During my caregiving years, I lost weight (not necessarily a good thing for me) and woke up most mornings feelings overwhelmed, a bit panicky and wanting to just go back to bed. But there were things I had to do – I had to get my dad set up for the day and get myself to work. For me, being active (either taking a long walk or joining in an exercise or yoga class at lunchtime) was a saving grace. It was a way for me to let go of my anxiety, reduce my stress and clear my mind. But that isn’t for everyone. You need to find what works best for you.
So how do you take care of your own health?
a. Know the signs of caregiver stress and explore ways to help you manage that stress:
Anxiety, depression, irritability
Feeling tired and run down
Overreacting to minor situations
Neglecting your own needs
Feeling hopeless and helpless
b. Set and define boundaries for what is acceptable to you, what you have time to do and how much you are willing to do.
c. Avoid teaching helplessness. It happens when you consistently do things or make decisions for other people instead of letting them do it themselves. Over time, people will come to believe that they are incapable of doing anything for themselves (always helping your father put on his sweater/jacket or always brushing your mother’s hair, for example). This seems helpful, but you might be teaching helplessness.
d. Practice self-care:
Attend to your own health needs
Get enough sleep
Eat a well-balanced diet
Take time to exercise
Make time for yourself and for your other relationships
Focus on the things you can control, rather than stressing over the things you can’t. We tend to spend too much time dwelling on things we can’t change, or things for which there is no clear answer. But at the end of the day, we’re no better off.

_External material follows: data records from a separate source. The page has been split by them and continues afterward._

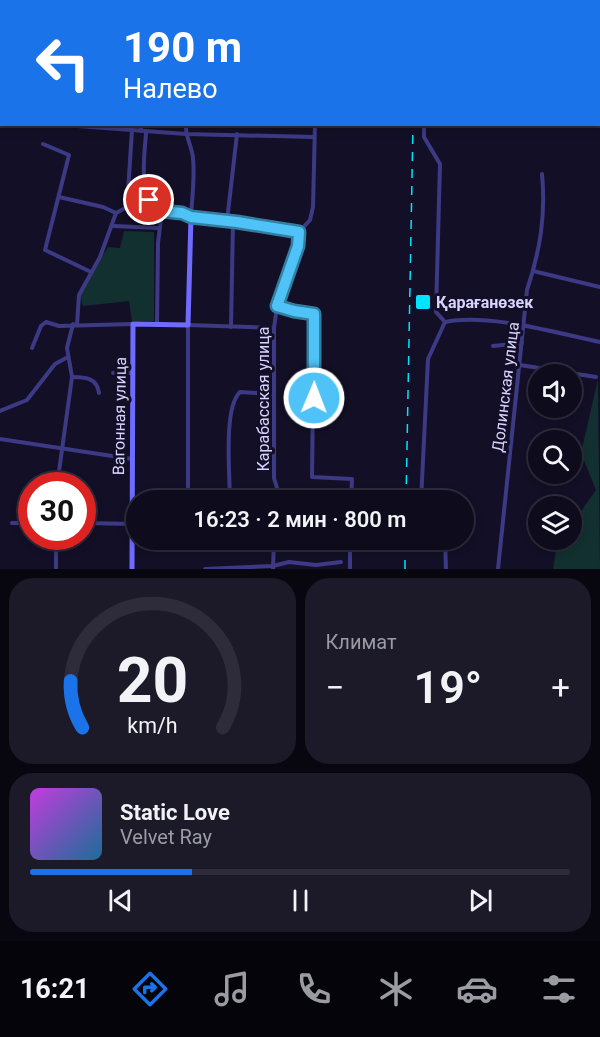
<!DOCTYPE html>
<html lang="ru">
<head>
<meta charset="utf-8">
<style>
  body { margin:0; font-family:Roboto,sans-serif; background:#1c1929; color:#f1f3f6; height:100vh; display:flex; flex-direction:column; font-size:22px; white-space:nowrap }
  * { box-sizing:border-box; margin:0 }
  p { font-size:20px; color:#9b9ba3 }
  .icon { flex:none; width:33px; height:33px; fill:none; stroke:currentColor; stroke-width:2; stroke-linecap:round; stroke-linejoin:round }
  .map { position:relative; height:569px; overflow:hidden }
  .drawer { display:flex; flex-direction:column; gap:9px; padding:9px; background:#08060f; flex:1 }
  .drawer>* { flex:none }
  .top-card { position:absolute; left:0px; top:0px; width:600px; height:126px; box-shadow:0 3px 9px #0003,0 0 0 2px #2e2b3b; background:#1a73e8; color:#fff; overflow:hidden }
  .tools { position:absolute; left:528px; top:364px; display:grid; gap:12px }
  .tools a { display:grid; place-items:center; width:54px; height:54px; border-radius:50%; background:#0e0b1c; box-shadow:0 3px 9px #0003,0 0 0 2px #2e2b3b; font-size:30px }
  .speed { position:absolute; left:18px; top:472px; display:flex; gap:12px; font-size:30px; font-weight:700; text-align:center }
  .speed>* { display:grid; place-content:center; width:78px; height:78px; border-radius:50%; background:#0e0b1c; box-shadow:0 3px 9px #0003,0 0 0 2px #2e2b3b; line-height:1 }
  .speed .limit { border:9px solid #d22; background:#fff; color:#111 }
  .pin { position:absolute; display:grid; place-items:center; width:51px; height:51px; color:#fff; margin:-26px; border:3px solid #fff; border-radius:50%; box-shadow:0 2px 6px #0007 }
  .me { position:absolute; width:66px; margin:-33px; rotate:1deg; stroke-linejoin:round; filter:drop-shadow(0 0 4px #0008) }
  .turn { display:flex; align-items:center; gap:21px; height:126px; padding:0 24px; font-size:27px }
  .turn .icon { width:78px; height:78px; stroke-width:2.5 }
  .turn b { display:block; font-size:42px; line-height:51px }
  .big { font-size:45px; font-weight:600; line-height:1.1 }
  .drawer .tile { flex:1; display:flex; flex-direction:column; justify-content:center; gap:9px; min-width:0; padding:0 21px; border-radius:24px; background:#1c1929 }
  .drawer .dial { align-items:center; gap:0 }
  .dial svg { height:156px; overflow:visible; fill:none; stroke:#2e2b3b; stroke-width:7; stroke-linecap:round; text-anchor:middle }
  .dial text { fill:#f1f3f6; stroke:none }
  .song { display:flex; align-items:center; gap:18px }
  .cover { width:72px; height:72px; border-radius:9px; background:linear-gradient(135deg,hsl(290 70% 55%),hsl(200 70% 35%)) }
  .played { height:6px; border-radius:3px; background:linear-gradient(90deg,#1a73e8 30%,#2e2b3b 30%) }
  .keys { display:flex; justify-content:space-around; direction:ltr }
  .heat { display:flex; justify-content:space-between; align-items:center; font-size:33px; direction:ltr }
  .drawer .tiles { flex:1; display:grid; gap:9px; grid-template-columns:1fr 1fr }
  .tile:last-child { grid-column:span 2 }
  .trip { position:absolute; left:126px; top:490px; width:348px; height:60px; border-radius:30px; background:#0e0b1c; box-shadow:0 3px 9px #0003,0 0 0 2px #2e2b3b; font-weight:600; line-height:60px; text-align:center }
  .tabs { display:flex; height:96px; justify-content:space-around; align-items:center; background:#06040b; color:#9b9ba3 }
  .tabs .icon { width:42px; height:42px }
  .tabs .selected { color:#1a73e8 }
  .tabs b { font-size:27px; color:#f1f3f6 }
  .map>svg:first-child { display:block }
</style>
</head>
<body>
<div class="map">
<svg width="600" height="569" viewBox="0 0 600 569">
  <rect width="100%" height="100%" fill="#130f26"/>
  <!-- green -->
  <g fill="#12302f">
    <path d="M124 231 154 232V321H132L129 301 83 306 80 295 108 247 120 248Z"/>
    <path d="M598 379 600 569H553L557 545 560 540H572V524L596 490 581 453Z"/>
  </g>
  <g fill="none" stroke-linecap="round" stroke-linejoin="round">
    <!-- street -->
    <g stroke="#3d3a85" stroke-width="4">
      <path d="M422 0V2"/>
      <path d="M196 2V0"/>
      <path d="M242 2V0"/>
      <path d="M319 2V0"/>
      <path d="M0 106 2 107"/>
      <path d="M50 124 186 134 314 137"/>
      <path d="M186 124C185 137 192 146 193 158 195 178 192 198 191 217L237 222 299 232"/>
      <path d="M424 124V137L440 164 436 312 445 322"/>
      <path d="M141 131V124"/>
      <path d="M146 132C145 157 134 208 170 212"/>
      <path d="M43 144 69 155 45 250 91 272"/>
      <path d="M59 197 103 207 116 213 100 257 79 295 77 325"/>
      <path d="M116 213 127 207 132 130"/>
      <path d="M227 221 237 134"/>
      <path d="M113 226 159 228"/>
      <path d="M533 271 600 287"/>
      <path d="M277 306 294 311 314 314 312 477 352 479 351 501"/>
      <path d="M445 322C489 313 556 333 600 342"/>
      <path d="M157 324 158 243 162 211"/>
      <path d="M231 327 233 221"/>
      <path d="M493 346 522 343"/>
      <path d="M32 348 41 326 46 322 59 326 133 324"/>
      <path d="M520 365 596 377"/>
      <path d="M113 373H133"/>
      <path d="M72 377C86 377 97 378 99 393"/>
      <path d="M0 411 27 400 55 364 68 357"/>
      <path d="M0 439 132 459"/>
      <path d="M57 486 72 377 67 348 73 324"/>
      <path d="M188 501V325L274 328"/>
      <path d="M230 501C230 476 223 408 240 392L274 394"/>
      <path d="M281 501 274 478V328L277 306 298 245 299 232 310 220 313 207 315 124"/>
      <path d="M421 501 428 359 445 322"/>
      <path d="M12 523H32"/>
      <path d="M82 523 136 524"/>
      <path d="M56 537V569"/>
      <path d="M445 540 446 569"/>
      <path d="M205 569 273 566 289 562 316 565 341 562"/>
      <path d="M273 569 274 540"/>
      <path d="M350 569V540"/>
      <path d="M498 569 527 290C540 251 546 215 542 174"/>
    </g>
    <!-- secondary -->
    <path stroke="#6f6bff" stroke-width="5" d="M132 569 133 324 188 325 191 217 182 213 170 212"/>
    <!-- rail -->
    <g stroke="#00e5ff" stroke-width="1.5" stroke-dasharray="9 8" stroke-linecap="butt">
      <path d="M412 2V0"/>
      <path d="M406 501 413 124"/>
      <path d="M405 569V540"/>
    </g>
  </g>
  <g fill="none" stroke-linecap="round" stroke-linejoin="round">
    <!-- route casing -->
    <g stroke="#337fa1" stroke-width="15">
      <path id="route" d="M149 200 162 211 182 213 191 217 237 222 299 232 298 246 277 306 294 311 314 314V398"/>
    </g>
    <!-- route -->
    <use href="#route" stroke="#4fc3f7" stroke-width="10"/>
  </g>
  <!-- markers -->
  <rect fill="#00e5ff" stroke="#130f26" stroke-width="2" x="415" y="294" width="16" height="16" rx="3"/>
  <g text-anchor="middle" stroke-width="6" stroke-linejoin="round" paint-order="stroke">
    <!-- poi labels -->
    <g font-size="16" font-weight="bold" fill="#d9d4ff" stroke="#130f26" text-anchor="start">
      <text x="436" y="308">Қарағанөзек</text>
    </g>
    <!-- street labels -->
    <g font-size="16" fill="#d9d4ff" stroke="#130f26">
      <text transform="translate(505 387) rotate(-83)" y="6">Долинская улица</text>
      <text transform="translate(263 399) rotate(-90)" y="6">Карабасская улица</text>
      <text transform="translate(119 416) rotate(-89)" y="6">Вагонная улица</text>
    </g>
  </g>
</svg>
<div class="tools">
<a><svg class="icon" aria-label="sound" viewBox="0 0 24 24"><path d="M4 9h4l5-4v14l-5-4H4zM17 9q2 3 0 6"/></svg></a>
<a><svg class="icon" aria-label="search" viewBox="0 0 24 24"><circle cx="10" cy="10" r="6"/><path d="M15 15l6 6"/></svg></a>
<a><svg class="icon" aria-label="layers" viewBox="0 0 24 24"><path d="M12 4l9 5-9 5-9-5zM3 14l9 5 9-5"/></svg></a>
</div>
<div class="speed"><div class="limit">30</div></div>
<div class="pin" style="left:149px;top:200px;background:#d93025"><svg class="icon" aria-label="arrive" viewBox="0 0 24 24"><path d="M6 21V4h12l-3 4 3 4H6"/></svg></div>
<svg class="me" style="left:314px;top:398px" viewBox="-20 -20 40 40"><circle r="17" fill="#4fc3f7" stroke="#fff" stroke-width="3"/><path d="M0-11L8 9 0 5-8 9z" fill="#fff"/></svg>
<div class="trip">16:23 · 2 мин · 800 m</div>
<div class="top-card">
<div class="turn"><svg class="icon" aria-label="left" viewBox="0 0 24 24"><path d="M17 20v-9H6M10 6l-5 5 5 5"/></svg><div><b>190 m</b>Налево</div></div>
</div>
</div>
<section class="drawer">
<div class="tiles">
<div class="tile dial"><svg viewBox="0 0 100 80">
<path d="M14 69A42 42 0 1 1 86 69"/>
<path d="M14 69A42 42 0 0 1 8 45" stroke="#1a73e8"/>
<text x="50" y="56" font-size="32" font-weight="700">20</text>
<text x="50" y="72" font-size="11">km/h</text>
</svg></div>
<div class="tile"><p>Климат</p>
<div class="heat"><a>−</a><b class="big">19°</b><a>+</a></div>
</div>
<div class="tile">
<div class="song"><i class="cover"></i><div><b>Static Love</b><p>Velvet Ray</p></div></div>
<div class="played"></div>
<div class="keys"><svg class="icon" aria-label="previous" viewBox="0 0 24 24"><path d="M18 5L8 12l10 7zM5 5v14"/></svg><svg class="icon" aria-label="pause" viewBox="0 0 24 24"><path d="M8 5v14M16 5v14"/></svg><svg class="icon" aria-label="next" viewBox="0 0 24 24"><path d="M6 5l10 7-10 7zM19 5v14"/></svg></div>
</div>
</div>
</section>
<nav class="tabs">
<b>16:21</b>
<svg class="icon selected" aria-label="directions" viewBox="0 0 24 24"><path d="M12 3l9 9-9 9-9-9zM9 14v-3h6M13 9l2 2-2 2"/></svg>
<svg class="icon" aria-label="music" viewBox="0 0 24 24"><path d="M9 18V5l10-2v13"/><circle cx="6" cy="18" r="3"/><circle cx="16" cy="16" r="3"/></svg>
<svg class="icon" aria-label="phone" viewBox="0 0 24 24"><path d="M5 4h4l2 5-3 2q2 4 5 5l2-3 5 2v4C11 20 4 13 5 4z"/></svg>
<svg class="icon" aria-label="climate" viewBox="0 0 24 24"><path d="M12 3v18M4 7l16 10M4 17L20 7"/></svg>
<svg class="icon" aria-label="car" viewBox="0 0 24 24"><path d="M5 17H2v-5l4-1 3-4h7l3 4 3 1v5h-3M9 17h6M6 11h13"/><circle cx="7" cy="17" r="2"/><circle cx="17" cy="17" r="2"/></svg>
<svg class="icon" aria-label="filters" viewBox="0 0 24 24"><path d="M4 7h16M4 17h16"/><circle cx="9" cy="7" r="2"/><circle cx="15" cy="17" r="2"/></svg>
</nav>
</body>
</html>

5. Seek Balance and Forgive Yourself
Caregiving can be thankless and lonely. Acknowledge your feelings and know that you have a right to ALL of them. Sometimes I would lie awake at night admonishing myself for my shortcomings. We have to be able to forgive ourselves and be patient, while reminding ourselves of the good work we are doing.

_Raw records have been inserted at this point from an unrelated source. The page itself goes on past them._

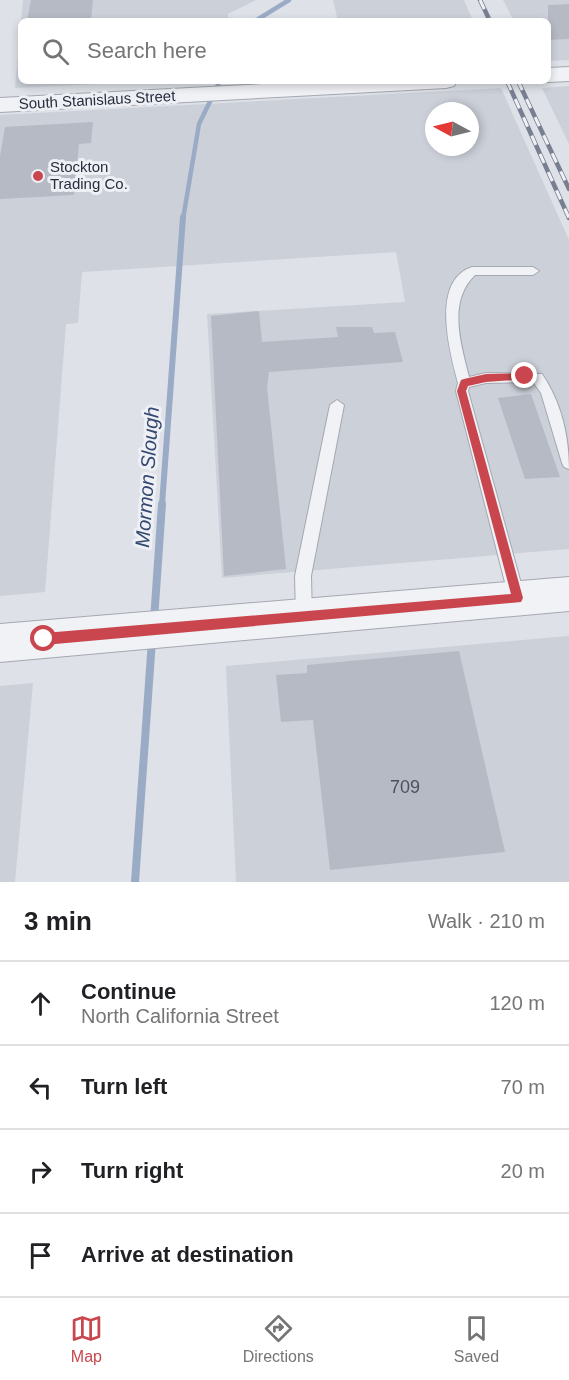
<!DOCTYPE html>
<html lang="en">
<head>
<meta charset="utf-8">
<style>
  :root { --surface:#fff; --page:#f6f6f6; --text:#202124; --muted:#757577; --line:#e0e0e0; --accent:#c9464e }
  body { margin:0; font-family:Helvetica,sans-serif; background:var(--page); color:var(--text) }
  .compass { position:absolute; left:425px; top:102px; width:54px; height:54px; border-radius:50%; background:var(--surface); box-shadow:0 3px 9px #0003; rotate:277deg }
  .stop { position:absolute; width:18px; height:18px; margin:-14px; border:4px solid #c9464e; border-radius:50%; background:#fff }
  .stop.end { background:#c9464e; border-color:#fff; box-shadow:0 2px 6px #0008 }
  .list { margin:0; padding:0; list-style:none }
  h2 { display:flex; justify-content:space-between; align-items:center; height:78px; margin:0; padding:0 24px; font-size:26px }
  h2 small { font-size:20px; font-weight:400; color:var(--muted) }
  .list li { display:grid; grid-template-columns:39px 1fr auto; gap:18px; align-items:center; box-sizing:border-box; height:84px; padding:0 24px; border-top:2px solid var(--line) }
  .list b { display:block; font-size:22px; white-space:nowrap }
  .list p { margin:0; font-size:20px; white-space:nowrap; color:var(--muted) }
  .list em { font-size:20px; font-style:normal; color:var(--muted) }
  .icon { flex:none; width:33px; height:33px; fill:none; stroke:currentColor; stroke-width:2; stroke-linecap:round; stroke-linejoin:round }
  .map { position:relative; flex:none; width:569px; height:882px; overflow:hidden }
  .search { position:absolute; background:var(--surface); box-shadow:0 3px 9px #0003; left:18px; right:18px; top:18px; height:66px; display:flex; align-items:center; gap:15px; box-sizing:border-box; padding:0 21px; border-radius:9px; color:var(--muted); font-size:22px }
  .sheet { height:414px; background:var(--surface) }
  nav { display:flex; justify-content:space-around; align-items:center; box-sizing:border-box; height:84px; border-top:2px solid var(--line); background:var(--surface); font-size:16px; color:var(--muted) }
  nav a { display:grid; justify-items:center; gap:3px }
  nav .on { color:var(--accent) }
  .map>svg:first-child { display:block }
  .built { fill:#ccd0d9; fill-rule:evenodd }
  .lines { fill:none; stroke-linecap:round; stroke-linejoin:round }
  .stream-far2 { stroke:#9aabc6; stroke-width:4.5 }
  .stream-far1 { stroke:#9aabc6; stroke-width:6 }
  .stream { stroke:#9aabc6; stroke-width:8 }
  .building { fill:#b6bac4 }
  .service-casing { stroke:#a4a8b1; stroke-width:2 }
  .tertiary-casing { stroke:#a4a8b1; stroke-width:2 }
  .service { fill:#f1f2f6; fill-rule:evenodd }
  .tertiary { fill:#f1f2f6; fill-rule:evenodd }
  .rail-casing { stroke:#787f90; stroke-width:4.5 }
  .rail { stroke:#eef0f5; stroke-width:3; stroke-dasharray:10; stroke-linecap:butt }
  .route { fill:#c9464e }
  .poi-dot { fill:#c9464e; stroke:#eef0f5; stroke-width:2 }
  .labels { text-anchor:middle; stroke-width:6; stroke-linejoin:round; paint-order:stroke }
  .far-street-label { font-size:15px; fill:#282e3e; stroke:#eef0f5 }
  .far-poi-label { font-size:15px; fill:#282e3e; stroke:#eef0f5; text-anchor:start }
  .near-number-label { font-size:18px; fill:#4c5160 }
  .water-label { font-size:20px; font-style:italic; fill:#344970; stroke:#eef0f5 }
</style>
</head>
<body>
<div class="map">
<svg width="569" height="882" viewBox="0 0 569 882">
  <rect width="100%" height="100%" fill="#dee1e7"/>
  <g class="built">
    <polygon points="23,0 256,0 228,14 228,21 21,21"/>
    <polygon points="333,0 464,0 473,21 338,21"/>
    <polygon points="503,0 569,0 569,60 548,61 548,21 514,21"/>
    <polygon points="21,21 21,81 161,81 15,88"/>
    <polygon points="569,86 569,144 542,88"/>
    <path d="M 501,88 L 569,240 L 569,549 L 222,578 L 207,314 L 405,302 L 396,252 L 82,272 L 78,323 L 66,324 L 45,592 L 0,596 L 0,115 ZM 434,111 L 470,111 L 470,147 L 434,147 Z"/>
    <polygon points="569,636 569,882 236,882 226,666"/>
    <polygon points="33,683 15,882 0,882 0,686"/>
  </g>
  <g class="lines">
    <g class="stream-far2">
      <polyline points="255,21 289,0"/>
      <polyline points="183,219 199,124 220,81"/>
    </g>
    <polyline class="stream-far1" points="162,505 183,217"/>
    <g class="stream">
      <polyline points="154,620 162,504"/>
      <polyline points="135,882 152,640"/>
    </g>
  </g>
  <g class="building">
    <polygon points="31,0 93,0 91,19 27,21"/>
    <polygon points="569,4 569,39 548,40 548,5"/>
    <polygon points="93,122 91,143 79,144 74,195 0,199 0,156 5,127"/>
    <polygon points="259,311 262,342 338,337 336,327 372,327 374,333 395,332 403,362 269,372 267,387 286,569 224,576 211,316"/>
    <polygon points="531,394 560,477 525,479 498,398"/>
    <polygon points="459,651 505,852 330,870 313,720 281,722 276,675 307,673 307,665"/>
  </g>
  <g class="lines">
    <defs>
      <g id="service">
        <path d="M 472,267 L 533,267 L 539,271 L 533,275 L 475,275 C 447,302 461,344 469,377 L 486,373 L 542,374 C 561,402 569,435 569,469 L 564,467 L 562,463 L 541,393 L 533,382 L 486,383 L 469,387 L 468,391 L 525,598 L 522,603 L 517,605 L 512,603 L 509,598 L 456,391 L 458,383 C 450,353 430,281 472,267 Z"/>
        <polygon points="337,400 344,405 311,576 312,617 310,622 304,624 298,622 296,617 295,576 330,405"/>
      </g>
      <g id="tertiary">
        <polygon points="569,67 569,81 548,82 545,81 548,81 548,68"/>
        <polygon points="320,81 457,81 454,86 446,88 0,112 0,98"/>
        <polygon points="569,577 569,611 0,662 0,624"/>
      </g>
    </defs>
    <use href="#service" class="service-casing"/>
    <use href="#tertiary" class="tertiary-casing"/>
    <use href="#service" class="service"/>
    <use href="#tertiary" class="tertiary"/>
    <defs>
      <g id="rail">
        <polyline points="480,0 490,21"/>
        <polyline points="507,81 569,218"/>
        <polyline points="518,81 569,189"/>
      </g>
    </defs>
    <use href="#rail" class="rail-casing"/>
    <use href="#rail" class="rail"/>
  </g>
  <polygon class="route" points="525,373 530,376 529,379 486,382 468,386 466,391 523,598 521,602 44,645 40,643 40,635 44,633 511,594 457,391 461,380 464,379 486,374"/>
  <circle class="poi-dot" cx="38" cy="176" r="6"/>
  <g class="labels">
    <g class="far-street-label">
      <text transform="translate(97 100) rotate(-3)" y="5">South Stanislaus Street</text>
    </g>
    <g class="far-poi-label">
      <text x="50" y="172">Stockton<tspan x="50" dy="17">Trading Co.</tspan></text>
    </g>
    <g class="near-number-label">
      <text x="405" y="793">709</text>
    </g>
    <g class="water-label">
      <text transform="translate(147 477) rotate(-86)" y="7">Mormon Slough</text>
    </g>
  </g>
</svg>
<svg class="compass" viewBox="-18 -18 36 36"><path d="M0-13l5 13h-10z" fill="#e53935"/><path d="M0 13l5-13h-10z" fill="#757577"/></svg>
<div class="stop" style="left:44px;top:639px"></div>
<div class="stop end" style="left:525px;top:376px"></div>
<div class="search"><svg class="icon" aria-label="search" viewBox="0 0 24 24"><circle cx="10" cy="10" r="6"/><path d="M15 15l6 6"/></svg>Search here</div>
</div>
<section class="sheet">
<h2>3 min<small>Walk · 210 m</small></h2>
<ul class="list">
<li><svg class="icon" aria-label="ahead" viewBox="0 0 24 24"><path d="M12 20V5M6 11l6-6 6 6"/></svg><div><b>Continue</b><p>North California Street</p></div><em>120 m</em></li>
<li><svg class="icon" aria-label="left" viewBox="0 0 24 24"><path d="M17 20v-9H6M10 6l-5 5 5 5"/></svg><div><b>Turn left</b></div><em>70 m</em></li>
<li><svg class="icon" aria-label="right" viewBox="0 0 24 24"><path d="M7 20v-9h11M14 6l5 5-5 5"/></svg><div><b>Turn right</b></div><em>20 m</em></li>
<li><svg class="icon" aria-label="arrive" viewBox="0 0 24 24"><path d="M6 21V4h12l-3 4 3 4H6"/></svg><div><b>Arrive at destination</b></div></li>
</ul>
</section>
<nav>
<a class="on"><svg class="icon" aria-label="map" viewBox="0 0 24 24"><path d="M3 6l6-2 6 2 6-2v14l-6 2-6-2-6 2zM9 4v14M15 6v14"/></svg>Map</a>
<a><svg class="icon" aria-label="directions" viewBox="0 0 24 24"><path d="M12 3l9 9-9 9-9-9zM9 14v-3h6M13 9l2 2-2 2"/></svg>Directions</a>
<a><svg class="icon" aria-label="saved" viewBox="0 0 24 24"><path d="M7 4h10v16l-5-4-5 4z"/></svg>Saved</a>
</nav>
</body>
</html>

When I first realized where my path was leading me, I had a genuine sense of confidence and enthusiasm about my new caregiver role. “I CAN DO THIS!” But as the years wore on and more and more demands were placed on my time and energy, both my confidence and my enthusiasm began to falter. I had to keep reminding myself that what I was doing was the right thing. In the end, after my dad died, I knew that being his caregiver was one of the most rewarding times in my life. I would apply for the caregiver position again!